Saved entries:
_ _ _
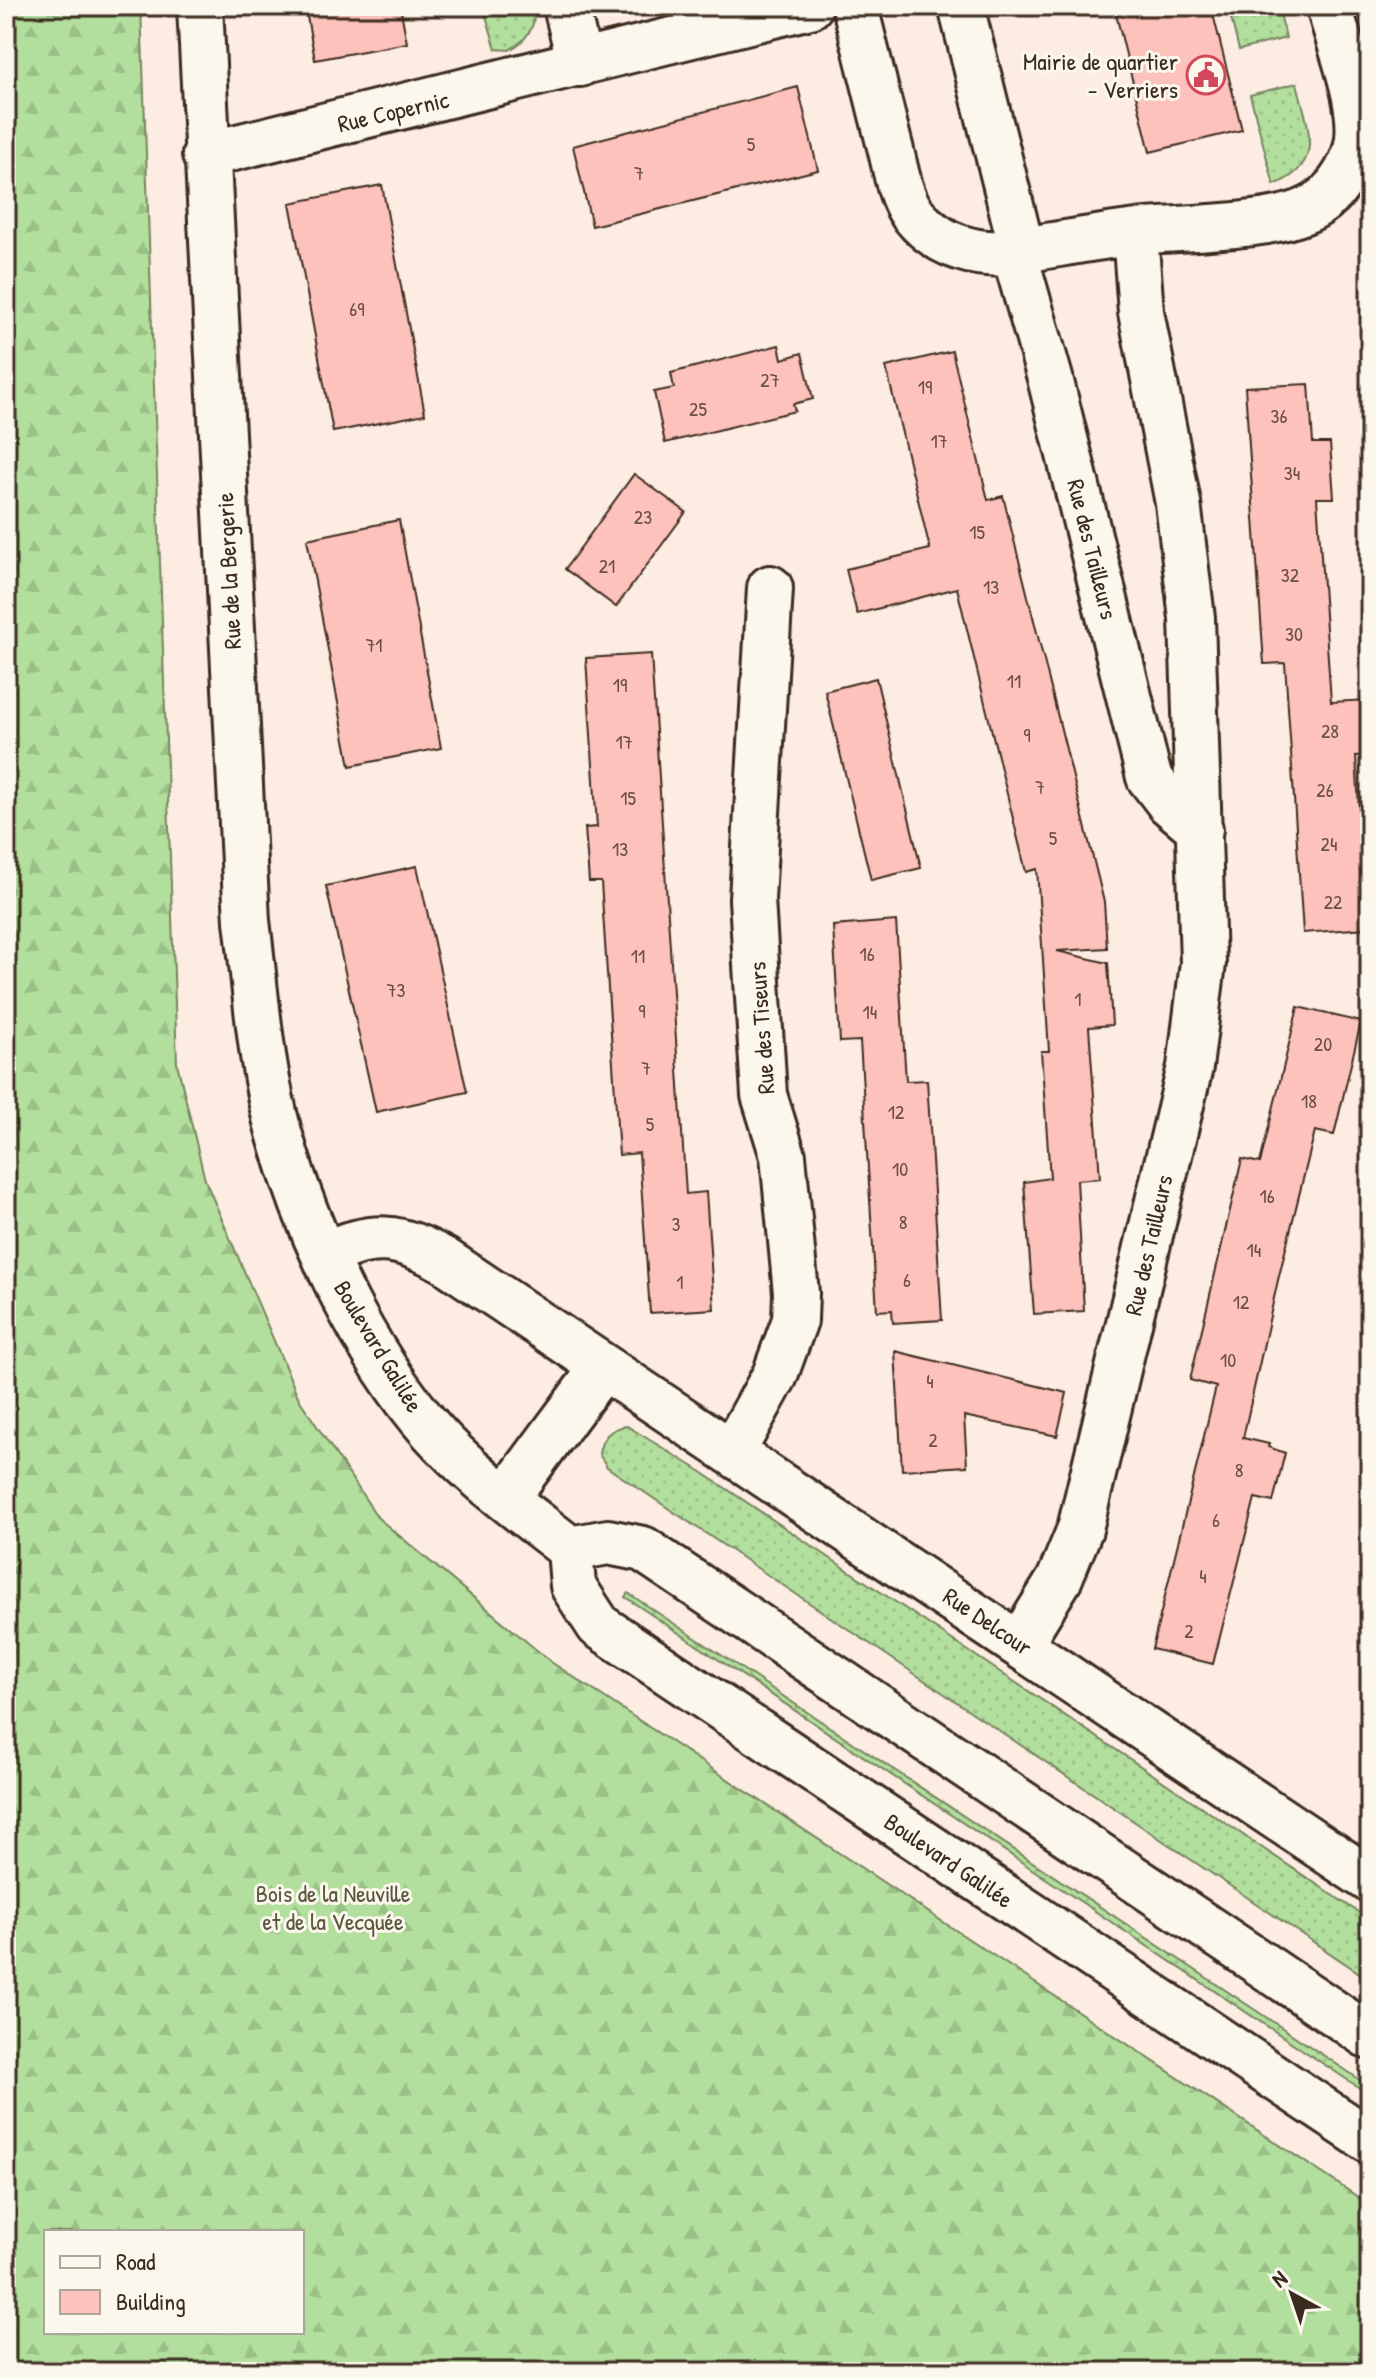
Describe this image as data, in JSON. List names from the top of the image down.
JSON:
{
  "streets": {
    "street": [
      "Rue Copernic",
      "Rue des Tailleurs",
      "Rue de la Bergerie",
      "Rue des Tiseurs",
      "Boulevard Galilée",
      "Rue Delcour"
    ]
  },
  "crossings": [
    ["Rue Copernic", "Rue de la Bergerie"],
    ["Rue des Tailleurs", "Rue Delcour"],
    ["Rue de la Bergerie", "Boulevard Galilée"],
    ["Rue des Tiseurs", "Rue Delcour"],
    ["Boulevard Galilée", "Rue Delcour"]
  ],
  "parks": ["Bois de la Neuville et de la Vecquée"],
  "places": {
    "public building": ["Mairie de quartier - Verriers"]
  },
  "house_numbers": [
    "5",
    "7",
    "69",
    "27",
    "19",
    "25",
    "36",
    "17",
    "34",
    "23",
    "15",
    "21",
    "32",
    "13",
    "30",
    "71",
    "11",
    "19",
    "28",
    "9",
    "17",
    "7",
    "26",
    "15",
    "5",
    "24",
    "13",
    "22",
    "16",
    "11",
    "73",
    "1",
    "9",
    "14",
    "20",
    "7",
    "18",
    "12",
    "5",
    "10",
    "16",
    "8",
    "3",
    "14",
    "6",
    "1",
    "12",
    "10",
    "4",
    "2",
    "8",
    "6",
    "4",
    "2"
  ],
  "legend": ["Road", "Building"],
  "north": "top left"
}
_ _ _
[Exercise] Line by line, write out the data above exactly, without the pictures.

[Result for this exercise]
Describe this image as data, in JSON. List names from the top of the image down.
JSON:
{
  "streets": {
    "street": [
      "Rue Copernic",
      "Rue des Tailleurs",
      "Rue de la Bergerie",
      "Rue des Tiseurs",
      "Boulevard Galilée",
      "Rue Delcour"
    ]
  },
  "crossings": [
    ["Rue Copernic", "Rue de la Bergerie"],
    ["Rue des Tailleurs", "Rue Delcour"],
    ["Rue de la Bergerie", "Boulevard Galilée"],
    ["Rue des Tiseurs", "Rue Delcour"],
    ["Boulevard Galilée", "Rue Delcour"]
  ],
  "parks": ["Bois de la Neuville et de la Vecquée"],
  "places": {
    "public building": ["Mairie de quartier - Verriers"]
  },
  "house_numbers": [
    "5",
    "7",
    "69",
    "27",
    "19",
    "25",
    "36",
    "17",
    "34",
    "23",
    "15",
    "21",
    "32",
    "13",
    "30",
    "71",
    "11",
    "19",
    "28",
    "9",
    "17",
    "7",
    "26",
    "15",
    "5",
    "24",
    "13",
    "22",
    "16",
    "11",
    "73",
    "1",
    "9",
    "14",
    "20",
    "7",
    "18",
    "12",
    "5",
    "10",
    "16",
    "8",
    "3",
    "14",
    "6",
    "1",
    "12",
    "10",
    "4",
    "2",
    "8",
    "6",
    "4",
    "2"
  ],
  "legend": ["Road", "Building"],
  "north": "top left"
}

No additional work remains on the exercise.